McDonagh acknowledged that the Lightning are probably one of the more difficult teams for an outsider to join given the two Cups they have hoisted and banners they have hung. It is intimidating. And it might have been a little awkward given that Perry went to war with the Lightning in each of the last two Finals. 

But Perry has fit in seamlessly to Tampa Bay’s leadership core, earning an “A” on his jersey as alternate captain on certain nights. There has been a respect factor there from Perry’s end, too, a deference to the core that preceded him.

For instance, when the Lightning captains took a photo last weekend with the Prince of Wales Trophy, Perry politely declined to be part of it, because he wanted the Bolts to have continuity with the other photos adorning the hallway outside their dressing room. Blake said that’s something her husband would’ve learned from Scott Niedermayer or Teemu Selanne or the Ducks that showed him the ropes.

“He’s the type of guy that commands respect whenever he speaks or walks in the room,” Elliott said. “A guy like that, that’s been around for so long and played such a big role – in Anaheim, with as good as their teams were for so long, and the roles he’s played the last three years – he’s a pretty special guy.”

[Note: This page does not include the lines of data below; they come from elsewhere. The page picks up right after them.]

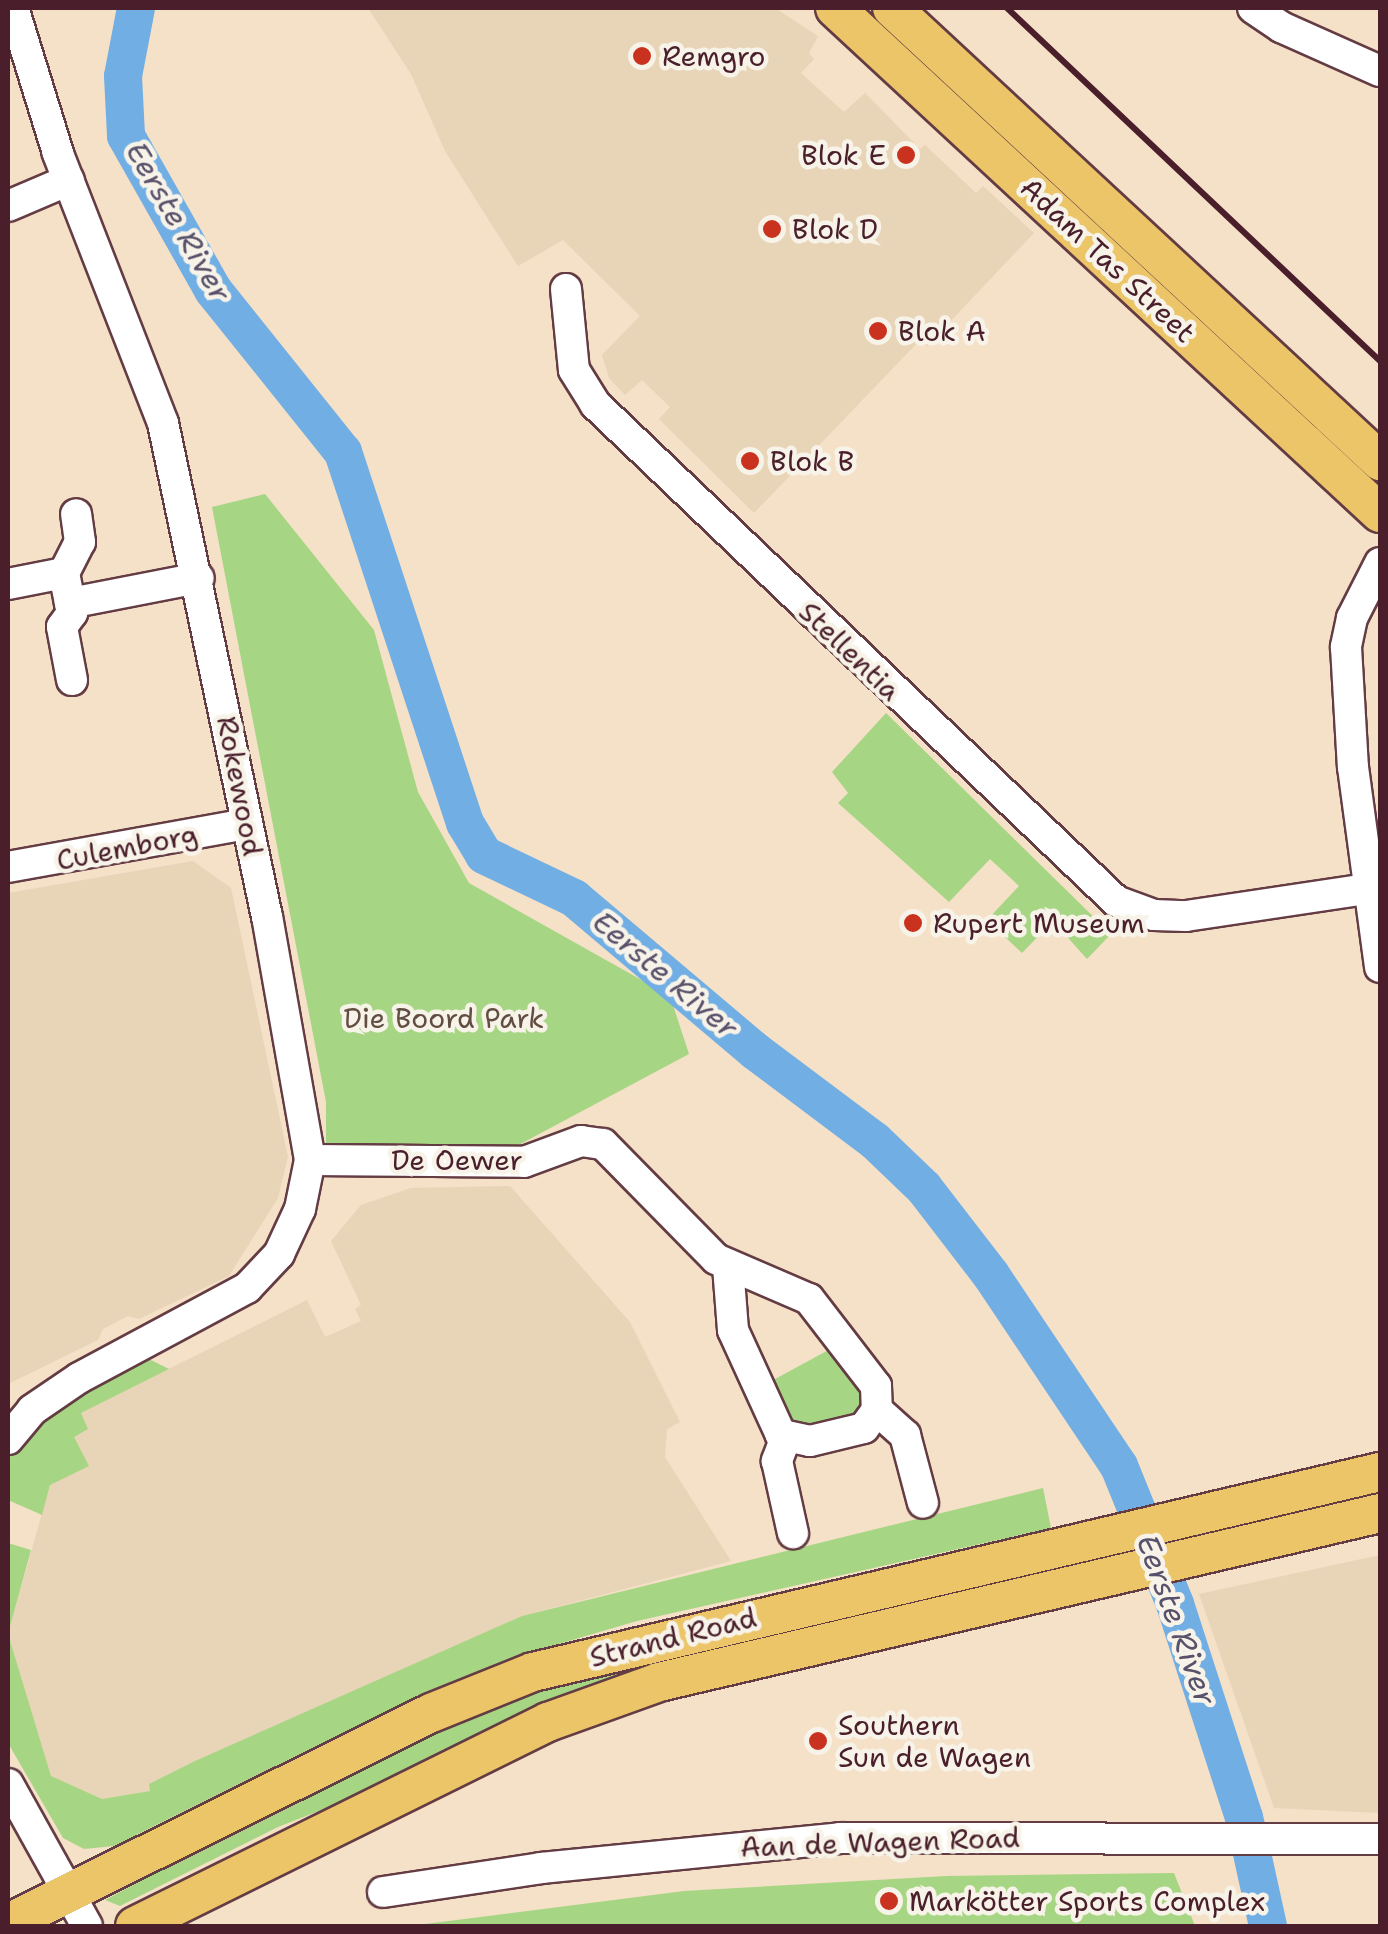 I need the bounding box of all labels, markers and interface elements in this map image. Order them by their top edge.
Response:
place label: Remgro [662,39,765,73]
marker: Remgro [631,45,653,67]
water label: Eerste River [118,136,238,308]
place label: Blok E [801,138,886,172]
marker: Blok E [895,144,917,166]
street label: Adam Tas Street [1014,171,1202,349]
place label: Blok D [792,212,878,246]
marker: Blok D [761,218,783,240]
place label: Blok A [898,314,986,348]
marker: Blok A [867,320,889,342]
place label: Blok B [770,444,854,478]
marker: Blok B [739,450,761,472]
street label: Stellentia [792,594,908,708]
street label: Rokewood [210,713,270,859]
street label: Culemborg [54,817,200,877]
water label: Eerste River [585,904,745,1046]
place label: Rupert Museum [933,906,1145,940]
marker: Rupert Museum [902,912,924,934]
park label: Die Boord Park [344,1001,544,1035]
street label: De Oewer [391,1143,523,1177]
water label: Eerste River [1129,1530,1223,1710]
street label: Strand Road [586,1600,760,1674]
place label: Southern Sun de Wagen [838,1708,1031,1774]
marker: Southern Sun de Wagen [807,1730,829,1752]
street label: Aan de Wagen Road [740,1820,1020,1864]
place label: Markötter Sports Complex [909,1884,1265,1918]
marker: Markötter Sports Complex [878,1890,900,1912]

Hedman called Perry a “calming factor” for a Lightning team that has been there and done everything. Perry has, too, as one of hockey’s ultimate winners: Stanley Cup, two Olympic gold medals, World Junior gold, World Championship gold, World Cup of Hockey, Memorial Cup, OHL Championship – along with all of the individual accolades, including a Hart Trophy, Rocket Richard, OHL regular season and playoff MVPs. 

“He’s a tough customer to play against – I know, I’ve had to take it,” Hedman said. “So to have him on our side, and see what a competitor he is, has been eye opening for me.”

McDonagh said among guys that hate to lose, Perry is “right up there.” It was no surprise then, that the ‘Worm’ was in the middle of the madness on Saturday night, as Tampa Bay trailed by a touchdown in Game 2 in Denver.

The Lightning don’t need motivation to win, but they’re pulling for Perry and the other newcomers who haven’t had the same experience. The players said one of the most enjoyable aspects the second time around was watching it all unfold through the new guys’ eyes – the same view Perry is hoping he can have of Griff in all of his glory.